El set avanzó como una película oscura y envolvente. “Risingson”, “Take it there” y “Future proof” se sucedieron con mensajes en castellano proyectados en pantalla, apuntando a las guerras, los conflictos geopolíticos y la maquinaria del poder, todo sostenido por un zeitgeist trip hop hipnótico y asfixiante. La aparición de Horace Andy en “Girl I love you” y “Angel”, junto a Elizabeth Fraser en “Black milk”, “Group four” y “Teardrop”, terminó de elevar el show a un plano histórico. Los despegues de aviones del Aeroparque, visibles y audibles, sumaron una capa cinematográfica inesperada, potenciando ese futuro metalizado, monocromático y amenazante que Massive Attack viene anticipando desde fines de los 90.

El cierre fue tan demoledor como poético. Tras hacer sonar “Levels” de Avicii acompañada por imágenes que denunciaban el consumo vacío y la exposición permanente, el grupo coronó la noche con “Teardrop”, en una escena de celulares en alto y emoción contenida. La voz etérea de Elizabeth Fraser volvió a flotar como en Mezzanine (1998), sellando un concierto único, una experiencia artística total y uno de los grandes momentos en vivo del año, destinado a quedar en la memoria colectiva.

Foto: Charlie Riobueno

1 – Dillom en Vélez

El show de Dillom en Vélez Sársfield fue mucho más que la revancha de una fecha suspendida: fue una ceremonia histórica. Con una puesta escénica descomunal y un recorrido completo por su carrera, el artista despidió definitivamente la era de Por Cesárea ante un estadio colmado que llegó a vivir el recital como un ritual colectivo. La cercanía con las fiestas no fue casual: lo que se respiró fue celebración, catarsis y comunión, confirmando el momento más alto de su trayectoria.
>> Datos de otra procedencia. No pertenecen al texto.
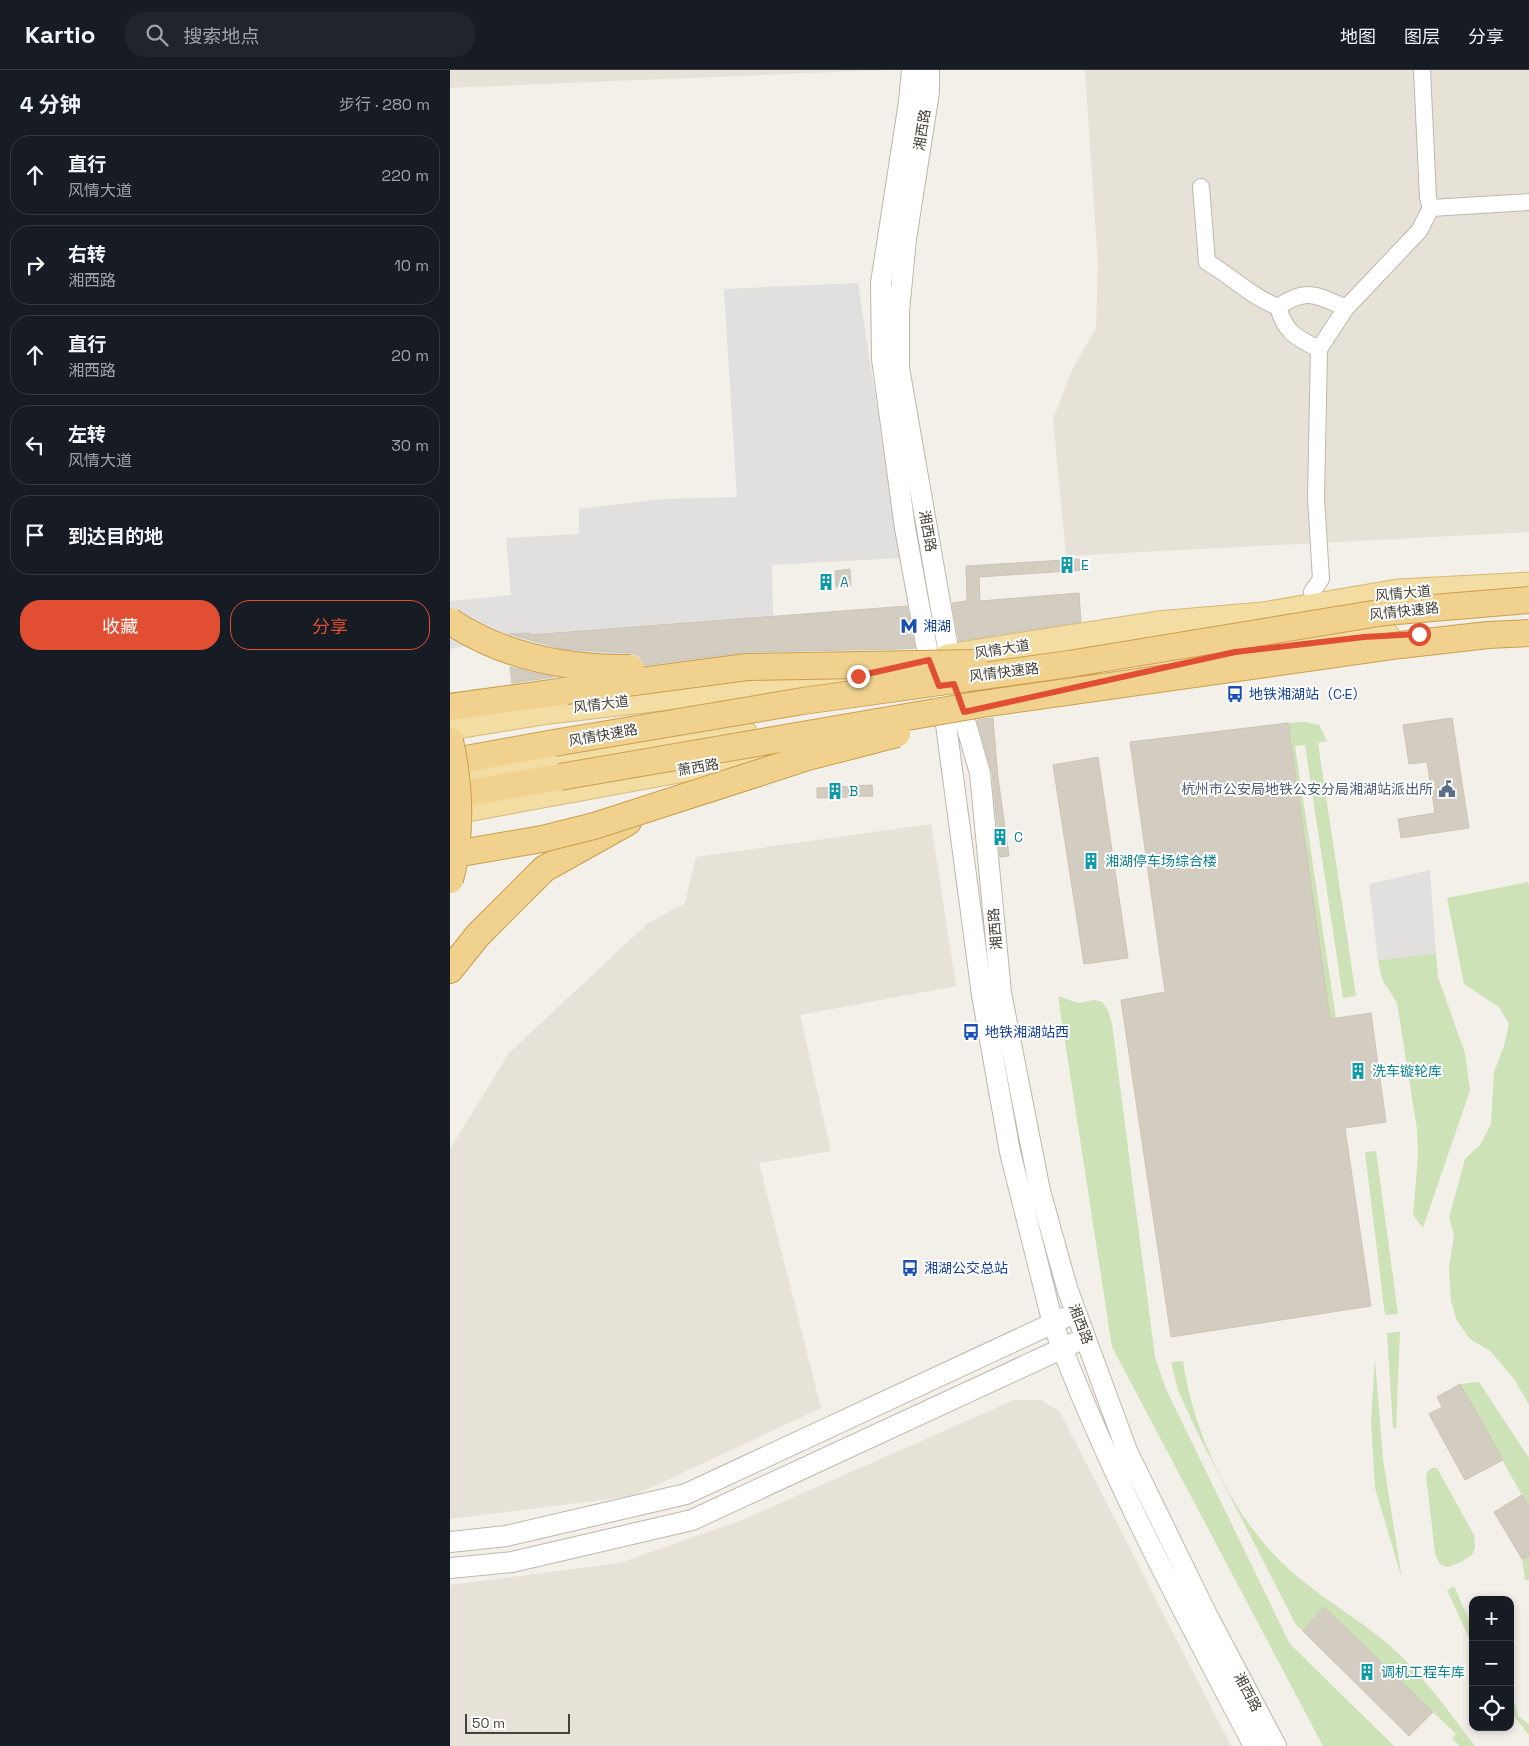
<!DOCTYPE html>
<html lang="zh">
<meta charset="utf-8">
<style>
body{margin:0;font-family:"Space Grotesk","Noto Sans SC",sans-serif;background:#20242c;color:#f1f3f6}
.controls{position:absolute;right:15px;bottom:15px;display:grid;overflow:hidden;border-radius:10px;box-shadow:0 2px 8px #0003}
.controls button{width:45px;height:45px;display:grid;place-items:center;padding:0;border:0;border-bottom:1px solid #363941;background:#171b24;color:#f1f3f6;font:25px sans-serif}
.scale{position:absolute;left:15px;bottom:12px;width:105px;box-sizing:border-box;padding-left:5px;border:2px solid #464139;border-top:0;font-size:14px;line-height:18px;white-space:nowrap;color:#464139;-webkit-text-stroke:4px #fff;paint-order:stroke}
.stop{position:absolute;width:15px;height:15px;margin:-11px;border:4px solid #e24e32;border-radius:50%;background:#fff}
.stop.end{background:#e24e32;border-color:#fff;box-shadow:0 1px 5px #0008}
.list{margin:0;padding:0;list-style:none}
h2{display:flex;justify-content:space-between;align-items:center;height:65px;margin:0;padding:0 20px;font-size:21px}
h2 small{font-size:16px;font-weight:400;color:#9ea1a6}
.list li{display:grid;grid-template-columns:32px 1fr auto;gap:15px;align-items:center;box-sizing:border-box;height:80px;margin:0 10px 10px;padding:0 10px;border:1px solid #363941;border-radius:20px}
.list b{display:block;font-size:19px;white-space:nowrap}
.list p{margin:0;font-size:16px;white-space:nowrap;color:#9ea1a6}
.list em{font-size:16px;font-style:normal;color:#9ea1a6}
.actions{display:flex;gap:10px;padding:15px 20px}
.actions a{flex:1;padding:11px 0;border:1px solid #e24e32;border-radius:20px;text-align:center;font-size:18px;color:#e24e32}
.actions .main{background:#e24e32;color:#fff}
.icon{flex:none;width:28px;height:28px;fill:none;stroke:currentColor;stroke-width:2;stroke-linecap:round;stroke-linejoin:round}
.map{position:relative;flex:none;width:1079px;height:1676px;overflow:hidden}
header{display:flex;align-items:center;gap:30px;box-sizing:border-box;height:70px;padding:0 25px;background:#171b24;border-bottom:1px solid #363941}
header strong{font-size:24px}
nav{display:flex;gap:28px;margin-inline-start:auto;font-size:18px}
.search{width:350px;height:45px;background:#20242c;display:flex;align-items:center;gap:12px;box-sizing:border-box;padding:0 18px;border-radius:20px;color:#9ea1a6;font-size:19px}
main{display:flex}
aside{flex:1;background:#171b24}
.map>svg:first-child{display:block}
.residential{fill:#e6e2d8}
.green{fill:#cee2b7}
.parking{fill:#e2e0de}
.building{fill:#d3ccc0;stroke:#cdc4b4}
.lines{fill:none;stroke-linecap:round;stroke-linejoin:round}
.minor-casing{stroke:#bdb8ad;stroke-width:18}
.tertiary-casing{stroke:#bdb8ad;stroke-width:22}
.primary-casing{stroke:#d6ba74;stroke-width:27}
.trunk-casing{stroke:#cc9e4b;stroke-width:28}
.minor{stroke:#fff;stroke-width:16}
.tertiary{stroke:#fff;stroke-width:20}
.primary{stroke:#f3dda3;stroke-width:25}
.trunk{stroke:#f0d28e;stroke-width:26}
.trunk-bridge-casing{stroke:#cc9e4b;stroke-width:28;stroke-linecap:butt}
.trunk-bridge{stroke:#f0d28e;stroke-width:26}
.route{stroke:#e24e32;stroke-width:6}
.labels{text-anchor:middle;dominant-baseline:central;stroke-width:4;stroke-linejoin:round;paint-order:stroke}
.street-label{font-size:14px;fill:#464139;stroke:#fff}
.culture-label{font-size:14px;fill:#0d838f;stroke:#fff;text-anchor:start}
.transit-label{font-size:14px;fill:#164399;stroke:#fff;text-anchor:start}
.service-label{font-size:14px;fill:#4e5e75;stroke:#fff;text-anchor:end}
</style>
<header>
<strong>Kartio</strong>
<div class="search"><svg class="icon" aria-label="search" viewBox="0 0 24 24"><circle cx="10" cy="10" r="6"/><path d="M15 15l6 6"/></svg>搜索地点</div>
<nav><a>地图</a><a>图层</a><a>分享</a></nav>
</header>
<main>
<aside>
<h2>4 分钟<small>步行 · 280 m</small></h2>
<ul class="list">
<li><svg class="icon" aria-label="ahead" viewBox="0 0 24 24"><path d="M12 20V5M6 11l6-6 6 6"/></svg><div><b>直行</b><p>风情大道</p></div><em>220 m</em></li>
<li><svg class="icon" aria-label="right" viewBox="0 0 24 24"><path d="M7 20v-9h11M14 6l5 5-5 5"/></svg><div><b>右转</b><p>湘西路</p></div><em>10 m</em></li>
<li><svg class="icon" aria-label="ahead" viewBox="0 0 24 24"><path d="M12 20V5M6 11l6-6 6 6"/></svg><div><b>直行</b><p>湘西路</p></div><em>20 m</em></li>
<li><svg class="icon" aria-label="left" viewBox="0 0 24 24"><path d="M17 20v-9H6M10 6l-5 5 5 5"/></svg><div><b>左转</b><p>风情大道</p></div><em>30 m</em></li>
<li><svg class="icon" aria-label="arrive" viewBox="0 0 24 24"><path d="M6 21V4h12l-3 4 3 4H6"/></svg><div><b>到达目的地</b></div></li>
</ul>
<div class="actions"><a class="main">收藏</a><a>分享</a></div>
</aside>
<div class="map">
<svg width="1079" height="1676" viewBox="0 0 1079 1676">
<rect width="100%" height="100%" fill="#f3f0ea"/>
<!-- residential -->
<path class="residential" d="M0,0H436L0,18Z
M635,0H1079V462L616,486L603,349L622,300L646,258L648,195Z
M481,754L506,916L350,945L381,1081L309,1093L371,1338L183,1426L0,1449V1079L59,983L197,854L235,833L246,787Z
M564,1330H591L610,1342L781,1676H0V1515L170,1493L292,1450Z"/>
<!-- green -->
<path class="green" d="M856,652L869,655L877,671L868,673L906,926L893,928L855,675L845,676L886,948L880,950L838,653Z
M1078,812L1079,815V1335L1064,1309L1040,1281L1020,1269L1007,1251L1001,1231L999,1198L1004,1164L999,1148L1015,1089L1030,1075L1041,1054L1044,1002L1054,976L1059,954L1049,937L1014,914L997,828Z
M986,883L988,907L1015,983L1020,1020L973,1158L963,1145L968,1086L967,1059L947,933L932,909L928,890Z
M608,926L628,933L644,930L652,932L658,940L662,954L705,1287L715,1317L840,1574L944,1676H873L662,1277Z
M926,1081L948,1244L935,1245L915,1082Z
M950,1262L946,1358H943L937,1263Z
M925,1289L933,1389L952,1509L925,1418L921,1350Z
M733,1291C744,1367 787,1458 848,1507C880,1534 917,1554 948,1583C977,1611 1001,1644 1025,1676H1010L1002,1669L1006,1664L874,1537L853,1561L846,1555L745,1358L728,1320L721,1292Z
M1029,1312L1079,1388V1438L1010,1314Z
M982,1398H987L1024,1465L1025,1478L1022,1485C1007,1494 991,1507 985,1483L976,1406L978,1401Z
M1079,1485V1510H1075L1072,1489Z
M1004,1516L1023,1559V1577L997,1520Z
M1060,1629L1066,1636L1068,1646L1079,1654V1665L1060,1641Z"/>
<!-- parking -->
<path class="parking" d="M408,213L450,488L322,495L324,586L176,608L67,611L64,566L0,579V531L61,525L56,468L129,464V439L214,429L287,427L274,219Z
M980,800L986,883L928,890L919,814Z"/>
<!-- building -->
<path class="building" d="M632,489L633,500L529,507L530,531L629,523L631,552L509,571L502,533L517,531L516,496Z
M400,499L401,516L386,517L385,501Z
M457,536L465,578L451,579L297,582L195,595L189,585L182,583L113,579L59,564L80,563L81,565Z
M60,597L83,603L103,607L62,613Z
M543,648L548,708L559,786L550,787L542,702L527,650Z
M1002,648L1019,758L951,768L948,749L985,743L977,692L959,694L953,655Z
M838,653L880,949L921,943L936,1052L895,1058L921,1236L721,1267L671,930L715,922L680,672Z
M648,687L678,888L634,894L603,695Z
M422,715L423,726L367,728V718Z
M1010,1314L1053,1390L1015,1410L979,1344L992,1337L987,1327Z
M1072,1425L1079,1438V1485L1072,1489L1044,1442Z
M874,1537L983,1642L959,1666L853,1561Z"/>
<g class="lines">
<!-- minor casing -->
<g class="minor-casing">
<path id="minor" d="M751,117L757,192C781,206 802,227 828,237
M981,138L1079,132
M828,237C856,217 867,225 896,238
M828,237C835,262 846,268 869,279
M862,522L871,509L866,428L869,279L896,238L969,161L981,138L978,128L972,0"/>
</g>
<!-- tertiary casing -->
<g class="tertiary-casing">
<path id="tertiary" d="M462,0L459,32L431,213L432,289L455,458L479,590L489,616L495,647L532,925L560,1082L603,1254C658,1402 731,1537 804,1676
M479,0V22L456,169L449,241V298L504,613L530,703L551,923L590,1121L617,1218L677,1381L757,1545L826,1676
M0,1472L56,1466L236,1424L614,1248
M0,1498L62,1492L242,1450L624,1273"/>
</g>
<!-- primary casing -->
<g class="primary-casing">
<path id="primary" d="M497,587L708,554L813,545L948,522L1079,515
M702,599L785,582L937,566
M0,657L99,641L417,604
M0,708L294,663
M0,742L316,684"/>
</g>
<!-- trunk casing -->
<g class="trunk-casing">
<path id="trunk" d="M0,637L116,621
M0,692L104,673
M0,726L110,707
M0,900L28,865L94,799L178,752"/>
</g>
<!-- minor -->
<use href="#minor" class="minor"/>
<!-- tertiary -->
<use href="#tertiary" class="tertiary"/>
<!-- primary -->
<use href="#primary" class="primary"/>
<!-- trunk -->
<use href="#trunk" class="trunk"/>
<!-- trunk-bridge casing -->
<g class="trunk-bridge-casing">
<path id="trunk-bridge" d="M0,551C55,588 117,599 181,598
M116,621L297,597L524,593
M0,671C10,717 12,764 0,810
M104,673L353,631L619,594L935,542L1079,530
M110,707L532,634L950,575L1038,565L1079,563
M0,785L92,769L144,756L358,687L447,664"/>
</g>
<!-- trunk-bridge -->
<use href="#trunk-bridge" class="trunk-bridge"/>
</g>
<g class="lines">
<!-- route -->
<path class="route" d="M408,606L479,590L489,616L504,614L514,642L785,582L914,567L969,564"/>
</g>
<!-- icons -->
<defs>
<g id="building-bare" transform="scale(1.35)"><path d="M-4-6H4V6H1V3H-1V6H-4ZM-2.5-4.3h1.7v1.8h-1.7ZM.8-4.3h1.7v1.8H.8ZM-2.5-1h1.7V.8h-1.7ZM.8-1h1.7V.8H.8Z" fill="#0f9aa8" stroke="#fff" stroke-width="2.5" paint-order="stroke"/></g>
<g id="metro-bare" transform="scale(1.35)"><path d="M-5.5 5V-5H-3L0 0L3-5H5.5V5H3V-.5L0 4L-3-.5V5Z" fill="#1a4fb4" stroke="#fff" stroke-width="2.5" paint-order="stroke"/></g>
<g id="bus-bare" transform="scale(1.35)"><path d="M-5-6H5V4H4V6H2V4H-2V6H-4V4H-5ZM-3.5-4V0h7V-4ZM-3.5 1.2v1.5H-2V1.2ZM2 1.2v1.5H3.5V1.2Z" fill="#1a4fb4" stroke="#fff" stroke-width="2.5" paint-order="stroke"/></g>
<g id="civic-bare" transform="scale(1.35)"><path d="M-.6-6.5H3V-4.5H.6V-3L4-1V1h2V6H-6V1h2V-1L-.6-3ZM-1.2 2.5V6h2.4V2.5Z" fill="#5c6f8a" stroke="#fff" stroke-width="2.5" paint-order="stroke"/></g>
</defs>
<g fill-rule="evenodd">
<use href="#building-bare" x="617" y="495"/>
<use href="#building-bare" x="376" y="512"/>
<use href="#metro-bare" x="459" y="556"/>
<use href="#bus-bare" x="785" y="624"/>
<use href="#civic-bare" x="997" y="719"/>
<use href="#building-bare" x="385" y="721"/>
<use href="#building-bare" x="550" y="767"/>
<use href="#building-bare" x="641" y="791"/>
<use href="#bus-bare" x="521" y="962"/>
<use href="#building-bare" x="908" y="1001"/>
<use href="#bus-bare" x="460" y="1198"/>
<use href="#building-bare" x="917" y="1602"/>
</g>
<g class="labels">
<!-- street labels -->
<g class="street-label">
<text transform="translate(472 60) rotate(-81)">湘西路</text>
<text transform="translate(478 461) rotate(80)">湘西路</text>
<text transform="translate(953 523) rotate(-5)">风情大道</text>
<text transform="translate(954 541) rotate(-6)">风情快速路</text>
<text transform="translate(552 579) rotate(-9)">风情大道</text>
<text transform="translate(554 602) rotate(-7)">风情快速路</text>
<text transform="translate(151 634) rotate(-7)">风情大道</text>
<text transform="translate(153 665) rotate(-10)">风情快速路</text>
<text transform="translate(248 697) rotate(-10)">萧西路</text>
<text transform="translate(545 859) rotate(-95)">湘西路</text>
<text transform="translate(631 1254) rotate(69)">湘西路</text>
<text transform="translate(798 1622) rotate(62)">湘西路</text>
</g>
<!-- culture labels -->
<g class="culture-label">
<text x="631" y="495">E</text>
<text x="390" y="512">A</text>
<text x="399" y="721">B</text>
<text x="564" y="767">C</text>
<text x="655" y="791">湘湖停车场综合楼</text>
<text x="922" y="1001">洗车镟轮库</text>
<text x="931" y="1602">调机工程车库</text>
</g>
<!-- transit labels -->
<g class="transit-label">
<text x="473" y="556">湘湖</text>
<text x="799" y="624">地铁湘湖站（C·E）</text>
<text x="535" y="962">地铁湘湖站西</text>
<text x="474" y="1198">湘湖公交总站</text>
</g>
<!-- service labels -->
<g class="service-label">
<text x="983" y="719">杭州市公安局地铁公安分局湘湖站派出所</text>
</g>
</g>
</svg>
<div class="controls">
<button>+</button>
<button>−</button>
<button><svg class="icon" aria-label="locate" viewBox="0 0 24 24"><circle cx="12" cy="12" r="6"/><path d="M12 2v4M12 18v4M2 12h4M18 12h4"/></svg></button>
</div>
<div class="scale">50 m</div>
<div class="stop" style="left:969px;top:564px"></div>
<div class="stop end" style="left:408px;top:606px"></div>
</div>
</main>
Durante más de dos horas de show, Dillom desplegó su exorcismo más grande, con una narrativa visual y sonora que llevó al extremo el universo de Por Cesárea. Escenografía, luces, visuales y un frontman entregado al cuerpo —pogos, cambios de vestuario y caídas al piso— construyeron una experiencia total. Acompañado por Bohemian Groove (Juan López, Broke Carrey, Muerejoven, K4 e Ill Quentin), presentó además material nuevo como “Amigos”, dejando en claro que este cierre también fue un punto de partida.

La noche estuvo marcada por momentos icónicos: la versión íntima de “La primera”, la aparición de Lali en “La carie” y “Muñecas”, el cruce entre “Personal Jesus” y “Reality”, el costado rockero con “Rojo profundo” y “Coyote”, y la invitación a Juanse para “Enlace”. El cierre fue tan simbólico como definitivo: Dillom volvió al escenario trajeado para versionar “My Way” y coronó todo con “Buenos tiempos”. Vélez fue el final de una era y la confirmación de algo irreversible: Dillom es la voz de toda una generación.